I too agree with many of James’s insights. If you don’t regularly read his blog, you should subscribe immediately. I especially like this quote:
When I consider SOA and REST today, I do not see two competing visions, I see an evolution that has brought the industry back to a core set of fundamental design principles that we seemed to have lost sight of for a while.
How very true. However, I disagree with just one small point: his critique of the part of my talk where I said SOA has no constraints (as Mark Baker has been pointing out for years now).
James says that SOA has constraints, it’s just they’re just not well-documented. I know exactly what he’s saying, but I have to stick with what I said. The only official definition of SOA that I know of is the OASIS SOA Reference Model, which mentions several desirable properties for SOA systems, but it documents no constraints for inducing them AFAICS. Later in my talk, as Stefan’s notes indicate, I did say that I was willing to concede that the OASIS SOA RM promotes the client-server constraint. However, I was being really, really generous, since all the specification really does is hint that SOA systems should be distributed, and “distributed” has a lot more meanings than just “client-server.”

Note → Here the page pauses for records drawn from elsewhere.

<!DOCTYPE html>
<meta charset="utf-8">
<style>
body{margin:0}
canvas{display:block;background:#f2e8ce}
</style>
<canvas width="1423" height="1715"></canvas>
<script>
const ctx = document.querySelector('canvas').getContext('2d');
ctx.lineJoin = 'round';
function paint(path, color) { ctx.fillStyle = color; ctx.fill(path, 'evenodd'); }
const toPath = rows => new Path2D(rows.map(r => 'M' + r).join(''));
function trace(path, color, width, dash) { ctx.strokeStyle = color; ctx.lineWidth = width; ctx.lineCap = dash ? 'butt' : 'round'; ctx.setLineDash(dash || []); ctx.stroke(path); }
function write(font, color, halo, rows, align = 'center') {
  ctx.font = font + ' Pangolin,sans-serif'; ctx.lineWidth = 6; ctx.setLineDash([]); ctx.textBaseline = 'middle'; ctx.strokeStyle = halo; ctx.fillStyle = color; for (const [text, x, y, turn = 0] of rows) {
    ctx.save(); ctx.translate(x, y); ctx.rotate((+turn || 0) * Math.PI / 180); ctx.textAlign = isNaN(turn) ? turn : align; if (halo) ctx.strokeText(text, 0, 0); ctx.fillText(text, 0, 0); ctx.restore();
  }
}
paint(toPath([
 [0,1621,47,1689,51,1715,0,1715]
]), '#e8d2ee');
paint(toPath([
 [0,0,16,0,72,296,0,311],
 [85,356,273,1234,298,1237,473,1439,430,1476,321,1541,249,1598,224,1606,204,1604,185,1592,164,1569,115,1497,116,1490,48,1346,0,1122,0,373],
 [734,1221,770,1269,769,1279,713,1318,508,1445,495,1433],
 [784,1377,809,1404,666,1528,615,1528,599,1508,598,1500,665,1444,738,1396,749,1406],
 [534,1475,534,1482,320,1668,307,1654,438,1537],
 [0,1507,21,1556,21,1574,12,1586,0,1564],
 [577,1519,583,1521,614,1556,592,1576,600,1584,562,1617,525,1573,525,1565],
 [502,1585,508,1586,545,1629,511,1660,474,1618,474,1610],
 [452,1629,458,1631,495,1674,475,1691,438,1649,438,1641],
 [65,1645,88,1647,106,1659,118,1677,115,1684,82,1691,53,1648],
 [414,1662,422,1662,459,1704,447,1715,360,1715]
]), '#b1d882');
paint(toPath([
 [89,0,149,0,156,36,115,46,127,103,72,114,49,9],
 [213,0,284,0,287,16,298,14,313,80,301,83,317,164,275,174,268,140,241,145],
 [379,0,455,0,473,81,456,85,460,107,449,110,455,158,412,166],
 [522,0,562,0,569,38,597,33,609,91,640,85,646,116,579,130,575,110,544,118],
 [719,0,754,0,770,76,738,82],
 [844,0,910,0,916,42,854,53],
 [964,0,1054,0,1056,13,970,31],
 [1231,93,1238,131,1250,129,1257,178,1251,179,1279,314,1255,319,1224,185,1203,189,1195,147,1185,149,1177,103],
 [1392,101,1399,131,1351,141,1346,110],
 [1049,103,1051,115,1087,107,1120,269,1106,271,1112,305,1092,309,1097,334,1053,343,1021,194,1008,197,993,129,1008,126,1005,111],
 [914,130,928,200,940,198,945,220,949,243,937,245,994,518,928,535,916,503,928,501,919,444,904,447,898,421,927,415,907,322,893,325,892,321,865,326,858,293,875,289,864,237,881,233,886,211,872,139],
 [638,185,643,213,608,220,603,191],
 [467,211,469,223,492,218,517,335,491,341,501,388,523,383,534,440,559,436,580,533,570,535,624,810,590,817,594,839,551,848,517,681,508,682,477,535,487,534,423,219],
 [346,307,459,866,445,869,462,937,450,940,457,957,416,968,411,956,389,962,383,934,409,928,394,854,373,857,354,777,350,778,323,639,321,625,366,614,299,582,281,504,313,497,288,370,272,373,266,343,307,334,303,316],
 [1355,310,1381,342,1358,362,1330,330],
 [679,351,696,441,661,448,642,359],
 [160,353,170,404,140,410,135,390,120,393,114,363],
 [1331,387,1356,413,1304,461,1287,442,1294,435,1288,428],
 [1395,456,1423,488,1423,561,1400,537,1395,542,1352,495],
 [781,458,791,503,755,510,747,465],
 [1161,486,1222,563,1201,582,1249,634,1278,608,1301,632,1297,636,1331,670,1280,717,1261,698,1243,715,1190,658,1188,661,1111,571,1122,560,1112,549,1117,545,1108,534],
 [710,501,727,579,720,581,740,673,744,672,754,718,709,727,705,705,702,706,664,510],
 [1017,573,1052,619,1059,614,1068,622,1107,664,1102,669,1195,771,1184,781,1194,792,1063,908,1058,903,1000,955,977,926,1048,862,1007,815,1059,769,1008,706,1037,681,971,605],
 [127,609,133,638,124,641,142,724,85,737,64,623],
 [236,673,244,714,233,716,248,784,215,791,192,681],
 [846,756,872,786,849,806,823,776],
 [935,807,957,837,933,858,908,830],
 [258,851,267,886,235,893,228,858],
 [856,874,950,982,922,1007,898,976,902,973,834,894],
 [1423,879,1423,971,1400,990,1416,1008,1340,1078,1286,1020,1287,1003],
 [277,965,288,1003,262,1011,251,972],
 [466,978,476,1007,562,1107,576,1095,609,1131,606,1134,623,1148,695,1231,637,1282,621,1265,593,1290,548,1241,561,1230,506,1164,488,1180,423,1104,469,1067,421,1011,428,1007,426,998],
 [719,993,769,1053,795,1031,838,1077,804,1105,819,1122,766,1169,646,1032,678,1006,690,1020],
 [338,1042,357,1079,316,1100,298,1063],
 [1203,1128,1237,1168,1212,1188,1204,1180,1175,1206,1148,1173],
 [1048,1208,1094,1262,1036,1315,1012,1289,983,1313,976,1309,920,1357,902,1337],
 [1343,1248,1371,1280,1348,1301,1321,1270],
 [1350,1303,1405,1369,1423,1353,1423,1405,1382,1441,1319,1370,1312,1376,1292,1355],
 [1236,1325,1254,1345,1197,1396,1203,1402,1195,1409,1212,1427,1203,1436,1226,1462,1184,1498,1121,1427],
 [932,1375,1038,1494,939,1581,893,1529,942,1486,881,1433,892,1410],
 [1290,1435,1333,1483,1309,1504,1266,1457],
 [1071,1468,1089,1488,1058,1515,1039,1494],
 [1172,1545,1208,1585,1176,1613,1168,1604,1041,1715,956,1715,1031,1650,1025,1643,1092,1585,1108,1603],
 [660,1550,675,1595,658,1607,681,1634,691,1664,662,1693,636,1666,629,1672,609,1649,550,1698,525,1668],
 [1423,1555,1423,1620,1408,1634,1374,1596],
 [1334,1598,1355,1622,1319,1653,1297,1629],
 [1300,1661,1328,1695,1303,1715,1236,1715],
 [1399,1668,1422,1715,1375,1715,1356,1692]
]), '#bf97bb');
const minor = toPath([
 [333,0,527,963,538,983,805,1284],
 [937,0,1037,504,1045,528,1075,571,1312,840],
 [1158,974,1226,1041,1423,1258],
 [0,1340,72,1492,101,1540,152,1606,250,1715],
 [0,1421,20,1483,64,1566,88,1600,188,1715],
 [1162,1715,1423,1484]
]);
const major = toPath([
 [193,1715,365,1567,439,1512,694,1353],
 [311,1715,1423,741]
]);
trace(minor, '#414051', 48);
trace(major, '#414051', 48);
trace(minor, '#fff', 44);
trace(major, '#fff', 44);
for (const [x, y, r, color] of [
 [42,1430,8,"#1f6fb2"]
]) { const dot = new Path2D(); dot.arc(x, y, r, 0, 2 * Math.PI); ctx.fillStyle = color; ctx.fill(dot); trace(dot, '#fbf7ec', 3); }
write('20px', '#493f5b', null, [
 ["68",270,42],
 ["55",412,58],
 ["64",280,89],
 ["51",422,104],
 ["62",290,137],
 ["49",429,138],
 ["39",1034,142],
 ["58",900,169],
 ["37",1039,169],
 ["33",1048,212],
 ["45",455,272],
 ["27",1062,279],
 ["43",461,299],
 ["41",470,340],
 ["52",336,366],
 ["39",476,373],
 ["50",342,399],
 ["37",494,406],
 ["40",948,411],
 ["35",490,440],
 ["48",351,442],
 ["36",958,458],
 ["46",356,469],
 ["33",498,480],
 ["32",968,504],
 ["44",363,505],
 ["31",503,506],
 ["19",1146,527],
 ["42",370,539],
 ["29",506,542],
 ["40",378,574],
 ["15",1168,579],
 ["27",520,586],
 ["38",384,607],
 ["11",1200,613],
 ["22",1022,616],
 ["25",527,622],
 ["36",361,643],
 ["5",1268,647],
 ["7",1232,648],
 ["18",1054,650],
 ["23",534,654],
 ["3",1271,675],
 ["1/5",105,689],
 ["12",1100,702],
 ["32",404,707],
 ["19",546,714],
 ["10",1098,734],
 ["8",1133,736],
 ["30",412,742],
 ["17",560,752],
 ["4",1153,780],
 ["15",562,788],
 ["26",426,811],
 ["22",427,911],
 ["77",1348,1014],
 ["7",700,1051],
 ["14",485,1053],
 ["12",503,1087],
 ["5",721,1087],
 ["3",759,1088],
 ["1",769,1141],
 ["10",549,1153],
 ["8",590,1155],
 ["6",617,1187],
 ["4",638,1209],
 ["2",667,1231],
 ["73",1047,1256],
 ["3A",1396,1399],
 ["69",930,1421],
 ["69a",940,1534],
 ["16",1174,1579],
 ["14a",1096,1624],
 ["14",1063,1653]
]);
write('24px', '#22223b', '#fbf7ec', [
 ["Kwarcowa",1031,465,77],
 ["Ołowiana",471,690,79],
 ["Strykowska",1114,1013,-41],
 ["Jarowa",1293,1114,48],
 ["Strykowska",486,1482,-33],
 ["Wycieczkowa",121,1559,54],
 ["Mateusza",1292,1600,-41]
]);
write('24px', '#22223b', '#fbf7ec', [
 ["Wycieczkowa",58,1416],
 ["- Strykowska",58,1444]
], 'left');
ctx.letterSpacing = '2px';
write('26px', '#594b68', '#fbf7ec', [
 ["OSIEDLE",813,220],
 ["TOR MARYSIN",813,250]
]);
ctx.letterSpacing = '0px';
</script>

Since there are no official standard SOA constraints, the only constraints you get are the ones that each vendor or supplier of SOA platforms and systems decides to give you. Naturally, each different solution in this space will differ in those constraints.
As the quote from James above implies, pitting SOA and REST against each other doesn’t make a lot of sense. The reason I went to the trouble of pointing out in my talk that SOA is missing critical architectural requirements like constraints was to help illustrate the significant differences between SOA and REST. Fundamentally, as I also said in my talk, SOA isn’t really about architecture in the way that REST is. Rather, it’s about IT culture, best practices, breaking down the enterprise organizational and political barriers that needlessly increase IT costs, and following good fundamental software engineering principles like reuse, minimizing coupling, and maximizing cohesion.